Andrew Livingston, director of business and research at Denver-based cannabis law firm Vicente Sederberg LLP, noted that the word “potential” is key when discussing growth stories.

“All states have huge potential,” he told Green Market Report. “They just need to either pass medical cannabis laws or expand their existing limited medical cannabis laws and widen them to allow patients to fully enter the market.”

Livingston pointed out that state-level medical cannabis laws help demonstrate the legitimacy of cannabis patients and businesses.

RELATED: This state will reconsider legalizing medicinal cannabis next year

“That legitimacy is changing the lives of state-level voters, and those state-level voters are putting pressure on federal lawmakers to evolve and recognize,” he added.

He believes that Mississippi, which allows flower sales and doesn’t limit the number of licenses operators can hold, “will show over time the potential of a market that will allow patients to truly fulfill their demand.”

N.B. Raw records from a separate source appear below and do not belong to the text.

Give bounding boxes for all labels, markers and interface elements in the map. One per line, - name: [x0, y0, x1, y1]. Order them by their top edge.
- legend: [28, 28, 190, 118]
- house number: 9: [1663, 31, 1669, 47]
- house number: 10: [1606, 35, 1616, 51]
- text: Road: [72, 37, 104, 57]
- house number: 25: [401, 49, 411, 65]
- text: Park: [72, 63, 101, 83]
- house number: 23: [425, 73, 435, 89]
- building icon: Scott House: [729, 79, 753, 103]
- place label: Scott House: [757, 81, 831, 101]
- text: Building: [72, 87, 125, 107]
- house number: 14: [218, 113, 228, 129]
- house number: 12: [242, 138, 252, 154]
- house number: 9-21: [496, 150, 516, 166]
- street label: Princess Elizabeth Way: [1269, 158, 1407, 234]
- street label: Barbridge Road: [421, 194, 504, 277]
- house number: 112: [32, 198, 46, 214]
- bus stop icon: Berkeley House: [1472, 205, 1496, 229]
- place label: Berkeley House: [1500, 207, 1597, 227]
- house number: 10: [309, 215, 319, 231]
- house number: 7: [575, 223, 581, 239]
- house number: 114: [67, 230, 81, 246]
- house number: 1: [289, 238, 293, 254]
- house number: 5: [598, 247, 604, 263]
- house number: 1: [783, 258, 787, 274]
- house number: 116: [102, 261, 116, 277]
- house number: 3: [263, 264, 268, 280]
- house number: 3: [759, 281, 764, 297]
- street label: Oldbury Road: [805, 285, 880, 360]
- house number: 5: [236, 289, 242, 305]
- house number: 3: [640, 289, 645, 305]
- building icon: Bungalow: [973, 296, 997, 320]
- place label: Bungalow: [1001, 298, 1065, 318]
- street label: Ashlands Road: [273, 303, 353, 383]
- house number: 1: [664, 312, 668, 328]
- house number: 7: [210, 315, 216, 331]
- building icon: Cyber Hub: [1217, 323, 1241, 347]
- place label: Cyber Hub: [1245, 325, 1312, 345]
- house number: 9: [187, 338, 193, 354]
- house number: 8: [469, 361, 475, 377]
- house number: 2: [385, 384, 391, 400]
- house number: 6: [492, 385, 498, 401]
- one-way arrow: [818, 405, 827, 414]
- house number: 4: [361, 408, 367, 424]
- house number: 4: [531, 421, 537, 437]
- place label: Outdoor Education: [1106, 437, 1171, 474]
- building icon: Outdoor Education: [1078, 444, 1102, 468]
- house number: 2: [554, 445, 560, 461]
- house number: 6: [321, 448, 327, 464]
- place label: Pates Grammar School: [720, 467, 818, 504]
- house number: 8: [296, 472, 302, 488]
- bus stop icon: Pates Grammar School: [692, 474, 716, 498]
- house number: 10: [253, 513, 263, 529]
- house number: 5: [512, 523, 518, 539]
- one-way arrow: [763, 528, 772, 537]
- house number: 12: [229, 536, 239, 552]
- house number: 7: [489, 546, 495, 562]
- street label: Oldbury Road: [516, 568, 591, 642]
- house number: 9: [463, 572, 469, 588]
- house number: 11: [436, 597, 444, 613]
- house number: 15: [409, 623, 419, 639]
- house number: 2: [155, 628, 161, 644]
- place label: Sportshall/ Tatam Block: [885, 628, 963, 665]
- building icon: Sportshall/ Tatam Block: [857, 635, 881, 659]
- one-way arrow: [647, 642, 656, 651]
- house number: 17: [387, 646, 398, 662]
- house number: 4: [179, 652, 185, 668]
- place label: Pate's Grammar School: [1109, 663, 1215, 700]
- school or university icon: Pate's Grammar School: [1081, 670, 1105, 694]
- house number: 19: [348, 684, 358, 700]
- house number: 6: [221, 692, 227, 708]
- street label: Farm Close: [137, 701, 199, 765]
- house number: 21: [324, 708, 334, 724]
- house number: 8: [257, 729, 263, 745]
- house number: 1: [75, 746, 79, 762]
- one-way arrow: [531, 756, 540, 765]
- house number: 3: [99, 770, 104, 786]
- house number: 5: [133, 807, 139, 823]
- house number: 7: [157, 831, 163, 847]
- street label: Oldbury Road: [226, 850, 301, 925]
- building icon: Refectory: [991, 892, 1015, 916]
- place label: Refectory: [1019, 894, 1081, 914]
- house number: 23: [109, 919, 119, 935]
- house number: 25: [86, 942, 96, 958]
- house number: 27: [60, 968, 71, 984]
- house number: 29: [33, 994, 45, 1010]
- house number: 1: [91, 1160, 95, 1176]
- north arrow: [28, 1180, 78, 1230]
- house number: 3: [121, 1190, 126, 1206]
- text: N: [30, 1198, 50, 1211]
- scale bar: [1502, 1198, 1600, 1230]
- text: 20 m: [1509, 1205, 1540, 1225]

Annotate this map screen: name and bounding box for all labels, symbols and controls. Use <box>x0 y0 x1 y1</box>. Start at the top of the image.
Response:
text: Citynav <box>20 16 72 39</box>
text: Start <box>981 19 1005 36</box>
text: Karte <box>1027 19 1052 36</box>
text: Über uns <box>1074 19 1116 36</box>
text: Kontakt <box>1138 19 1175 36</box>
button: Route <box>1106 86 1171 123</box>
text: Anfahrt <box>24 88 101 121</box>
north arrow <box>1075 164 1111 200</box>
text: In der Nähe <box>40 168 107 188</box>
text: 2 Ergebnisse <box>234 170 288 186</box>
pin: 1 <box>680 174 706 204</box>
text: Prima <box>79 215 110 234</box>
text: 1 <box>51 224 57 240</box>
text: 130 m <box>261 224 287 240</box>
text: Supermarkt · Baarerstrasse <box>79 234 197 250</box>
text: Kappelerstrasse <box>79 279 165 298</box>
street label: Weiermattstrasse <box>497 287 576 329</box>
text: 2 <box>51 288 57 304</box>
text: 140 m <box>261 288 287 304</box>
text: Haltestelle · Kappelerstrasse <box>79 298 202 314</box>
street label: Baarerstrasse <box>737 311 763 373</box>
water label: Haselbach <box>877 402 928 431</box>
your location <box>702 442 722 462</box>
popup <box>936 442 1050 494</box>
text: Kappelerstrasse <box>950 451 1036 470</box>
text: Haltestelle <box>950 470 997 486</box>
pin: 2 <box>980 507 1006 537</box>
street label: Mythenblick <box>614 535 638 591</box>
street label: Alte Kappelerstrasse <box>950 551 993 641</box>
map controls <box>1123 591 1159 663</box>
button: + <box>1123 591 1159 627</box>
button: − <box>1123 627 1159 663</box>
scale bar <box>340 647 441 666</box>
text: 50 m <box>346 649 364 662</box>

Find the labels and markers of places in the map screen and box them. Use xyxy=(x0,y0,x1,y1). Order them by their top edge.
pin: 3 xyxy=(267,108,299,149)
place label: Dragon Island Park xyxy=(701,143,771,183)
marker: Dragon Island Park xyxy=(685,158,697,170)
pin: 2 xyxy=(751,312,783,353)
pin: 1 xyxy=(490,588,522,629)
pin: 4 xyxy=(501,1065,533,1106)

marijuana moneyPhoto by OlegMalyshev/Getty Images

Print from Florida

Despite strained medical markets in the South, the possibility that Florida will introduce adult use next year could open the floodgates for cross-border travel and potentially persuade neighboring lawmakers to open their markets to capture those revenues for the Treasury, said Adams.

“Because boy, when Florida goes adult use and anyone from Alabama, Mississippi or Louisiana can go there and get cannabis, that’s just money that lawmakers in those states have on the table,” he said.

“The big step will happen when Florida comes of age and suddenly hundreds of millions of dollars in tax revenue are at stake.”